TASK INPUT ▸
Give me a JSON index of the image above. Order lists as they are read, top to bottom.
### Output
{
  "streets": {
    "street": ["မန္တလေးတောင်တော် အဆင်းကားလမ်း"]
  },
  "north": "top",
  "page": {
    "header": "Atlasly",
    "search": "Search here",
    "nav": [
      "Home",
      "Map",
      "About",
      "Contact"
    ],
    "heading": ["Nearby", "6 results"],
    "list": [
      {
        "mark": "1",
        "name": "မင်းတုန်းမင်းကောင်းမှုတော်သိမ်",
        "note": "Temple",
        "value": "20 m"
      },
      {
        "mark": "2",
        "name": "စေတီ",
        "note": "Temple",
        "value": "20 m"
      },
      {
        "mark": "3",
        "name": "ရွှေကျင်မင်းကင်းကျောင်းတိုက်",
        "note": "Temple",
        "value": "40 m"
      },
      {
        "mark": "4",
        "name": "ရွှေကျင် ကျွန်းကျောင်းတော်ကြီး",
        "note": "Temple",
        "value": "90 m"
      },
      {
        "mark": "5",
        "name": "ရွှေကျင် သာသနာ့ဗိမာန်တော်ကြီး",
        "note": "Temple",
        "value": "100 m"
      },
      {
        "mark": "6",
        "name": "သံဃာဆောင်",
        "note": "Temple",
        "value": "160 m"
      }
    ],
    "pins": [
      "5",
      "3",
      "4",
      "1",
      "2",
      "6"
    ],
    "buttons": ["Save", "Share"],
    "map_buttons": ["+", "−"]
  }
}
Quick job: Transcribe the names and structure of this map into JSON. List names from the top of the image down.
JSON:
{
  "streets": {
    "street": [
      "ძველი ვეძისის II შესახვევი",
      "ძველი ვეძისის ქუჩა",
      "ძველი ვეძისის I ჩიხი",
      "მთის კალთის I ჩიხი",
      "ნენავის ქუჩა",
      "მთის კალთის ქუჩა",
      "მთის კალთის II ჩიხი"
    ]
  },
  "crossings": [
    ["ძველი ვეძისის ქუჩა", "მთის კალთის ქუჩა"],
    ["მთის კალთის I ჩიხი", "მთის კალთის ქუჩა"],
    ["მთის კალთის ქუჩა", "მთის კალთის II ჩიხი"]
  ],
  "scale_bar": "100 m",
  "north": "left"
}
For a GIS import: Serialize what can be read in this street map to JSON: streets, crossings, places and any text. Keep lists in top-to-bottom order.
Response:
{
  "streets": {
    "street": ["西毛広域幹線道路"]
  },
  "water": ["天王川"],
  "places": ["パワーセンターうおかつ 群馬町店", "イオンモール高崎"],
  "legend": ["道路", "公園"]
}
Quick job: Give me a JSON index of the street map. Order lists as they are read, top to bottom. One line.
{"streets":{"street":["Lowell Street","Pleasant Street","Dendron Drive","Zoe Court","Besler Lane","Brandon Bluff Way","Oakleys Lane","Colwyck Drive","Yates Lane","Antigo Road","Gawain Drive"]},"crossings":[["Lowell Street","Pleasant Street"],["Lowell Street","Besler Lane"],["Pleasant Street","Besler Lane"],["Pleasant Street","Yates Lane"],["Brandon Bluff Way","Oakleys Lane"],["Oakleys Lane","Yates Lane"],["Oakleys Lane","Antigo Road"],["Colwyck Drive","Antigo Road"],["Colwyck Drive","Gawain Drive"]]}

REQUIREMENT ▸
The whole listing above, line by line, is to be retyped exactly.

EXERCISE ANSWER ▸
Give me a JSON index of the image above. Order lists as they are read, top to bottom.
### Output
{
  "streets": {
    "street": ["မန္တလေးတောင်တော် အဆင်းကားလမ်း"]
  },
  "north": "top",
  "page": {
    "header": "Atlasly",
    "search": "Search here",
    "nav": [
      "Home",
      "Map",
      "About",
      "Contact"
    ],
    "heading": ["Nearby", "6 results"],
    "list": [
      {
        "mark": "1",
        "name": "မင်းတုန်းမင်းကောင်းမှုတော်သိမ်",
        "note": "Temple",
        "value": "20 m"
      },
      {
        "mark": "2",
        "name": "စေတီ",
        "note": "Temple",
        "value": "20 m"
      },
      {
        "mark": "3",
        "name": "ရွှေကျင်မင်းကင်းကျောင်းတိုက်",
        "note": "Temple",
        "value": "40 m"
      },
      {
        "mark": "4",
        "name": "ရွှေကျင် ကျွန်းကျောင်းတော်ကြီး",
        "note": "Temple",
        "value": "90 m"
      },
      {
        "mark": "5",
        "name": "ရွှေကျင် သာသနာ့ဗိမာန်တော်ကြီး",
        "note": "Temple",
        "value": "100 m"
      },
      {
        "mark": "6",
        "name": "သံဃာဆောင်",
        "note": "Temple",
        "value": "160 m"
      }
    ],
    "pins": [
      "5",
      "3",
      "4",
      "1",
      "2",
      "6"
    ],
    "buttons": ["Save", "Share"],
    "map_buttons": ["+", "−"]
  }
}
Quick job: Transcribe the names and structure of this map into JSON. List names from the top of the image down.
JSON:
{
  "streets": {
    "street": [
      "ძველი ვეძისის II შესახვევი",
      "ძველი ვეძისის ქუჩა",
      "ძველი ვეძისის I ჩიხი",
      "მთის კალთის I ჩიხი",
      "ნენავის ქუჩა",
      "მთის კალთის ქუჩა",
      "მთის კალთის II ჩიხი"
    ]
  },
  "crossings": [
    ["ძველი ვეძისის ქუჩა", "მთის კალთის ქუჩა"],
    ["მთის კალთის I ჩიხი", "მთის კალთის ქუჩა"],
    ["მთის კალთის ქუჩა", "მთის კალთის II ჩიხი"]
  ],
  "scale_bar": "100 m",
  "north": "left"
}
For a GIS import: Serialize what can be read in this street map to JSON: streets, crossings, places and any text. Keep lists in top-to-bottom order.
Response:
{
  "streets": {
    "street": ["西毛広域幹線道路"]
  },
  "water": ["天王川"],
  "places": ["パワーセンターうおかつ 群馬町店", "イオンモール高崎"],
  "legend": ["道路", "公園"]
}
Quick job: Give me a JSON index of the street map. Order lists as they are read, top to bottom. One line.
{"streets":{"street":["Lowell Street","Pleasant Street","Dendron Drive","Zoe Court","Besler Lane","Brandon Bluff Way","Oakleys Lane","Colwyck Drive","Yates Lane","Antigo Road","Gawain Drive"]},"crossings":[["Lowell Street","Pleasant Street"],["Lowell Street","Besler Lane"],["Pleasant Street","Besler Lane"],["Pleasant Street","Yates Lane"],["Brandon Bluff Way","Oakleys Lane"],["Oakleys Lane","Yates Lane"],["Oakleys Lane","Antigo Road"],["Colwyck Drive","Antigo Road"],["Colwyck Drive","Gawain Drive"]]}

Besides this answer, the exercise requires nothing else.